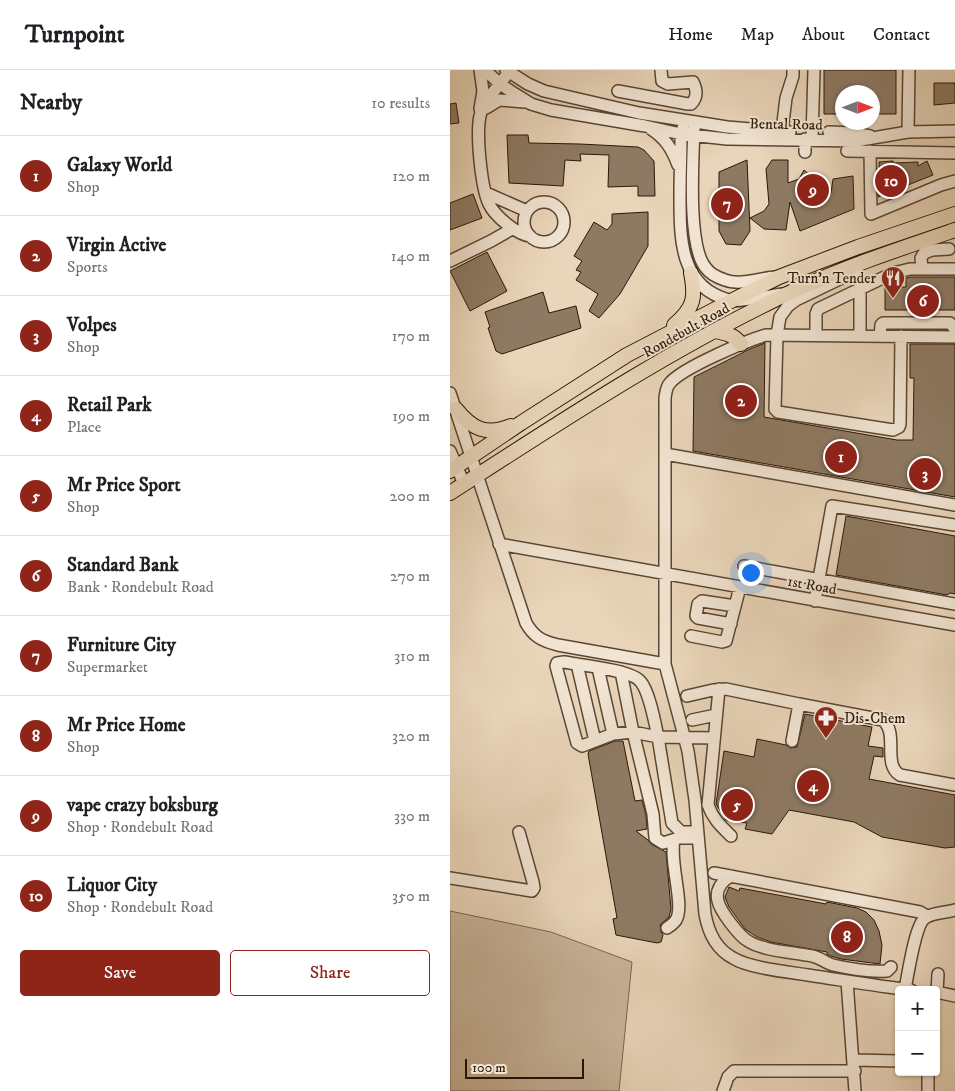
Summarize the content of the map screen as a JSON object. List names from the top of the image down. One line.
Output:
{"streets":{"main road":["Rondebult Road"],"street":["Bental Road","1st Road"]},"places":{"restaurant":["Turn'n Tender"],"pharmacy":["Dis-Chem"]},"scale_bar":"100 m","north":"right","page":{"header":"Turnpoint","nav":["Home","Map","About","Contact"],"heading":["Nearby","10 results"],"list":[{"mark":"1","name":"Galaxy World","note":"Shop","value":"120 m"},{"mark":"2","name":"Virgin Active","note":"Sports","value":"140 m"},{"mark":"3","name":"Volpes","note":"Shop","value":"170 m"},{"mark":"4","name":"Retail Park","note":"Place","value":"190 m"},{"mark":"5","name":"Mr Price Sport","note":"Shop","value":"200 m"},{"mark":"6","name":"Standard Bank","note":"Bank · Rondebult Road","value":"270 m"},{"mark":"7","name":"Furniture City","note":"Supermarket","value":"310 m"},{"mark":"8","name":"Mr Price Home","note":"Shop","value":"320 m"},{"mark":"9","name":"vape crazy boksburg","note":"Shop · Rondebult Road","value":"330 m"},{"mark":"10","name":"Liquor City","note":"Shop · Rondebult Road","value":"350 m"}],"pins":["10","9","7","6","2","1","3","4","5","8"],"buttons":["Save","Share"],"map_buttons":["+","−"],"scale":"100 m"}}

- **EXERCISE**
Leave the pictures out and output all of the data verbatim.

- **RESULT FOR THIS TASK**
Summarize the content of the map screen as a JSON object. List names from the top of the image down. One line.
Output:
{"streets":{"main road":["Rondebult Road"],"street":["Bental Road","1st Road"]},"places":{"restaurant":["Turn'n Tender"],"pharmacy":["Dis-Chem"]},"scale_bar":"100 m","north":"right","page":{"header":"Turnpoint","nav":["Home","Map","About","Contact"],"heading":["Nearby","10 results"],"list":[{"mark":"1","name":"Galaxy World","note":"Shop","value":"120 m"},{"mark":"2","name":"Virgin Active","note":"Sports","value":"140 m"},{"mark":"3","name":"Volpes","note":"Shop","value":"170 m"},{"mark":"4","name":"Retail Park","note":"Place","value":"190 m"},{"mark":"5","name":"Mr Price Sport","note":"Shop","value":"200 m"},{"mark":"6","name":"Standard Bank","note":"Bank · Rondebult Road","value":"270 m"},{"mark":"7","name":"Furniture City","note":"Supermarket","value":"310 m"},{"mark":"8","name":"Mr Price Home","note":"Shop","value":"320 m"},{"mark":"9","name":"vape crazy boksburg","note":"Shop · Rondebult Road","value":"330 m"},{"mark":"10","name":"Liquor City","note":"Shop · Rondebult Road","value":"350 m"}],"pins":["10","9","7","6","2","1","3","4","5","8"],"buttons":["Save","Share"],"map_buttons":["+","−"],"scale":"100 m"}}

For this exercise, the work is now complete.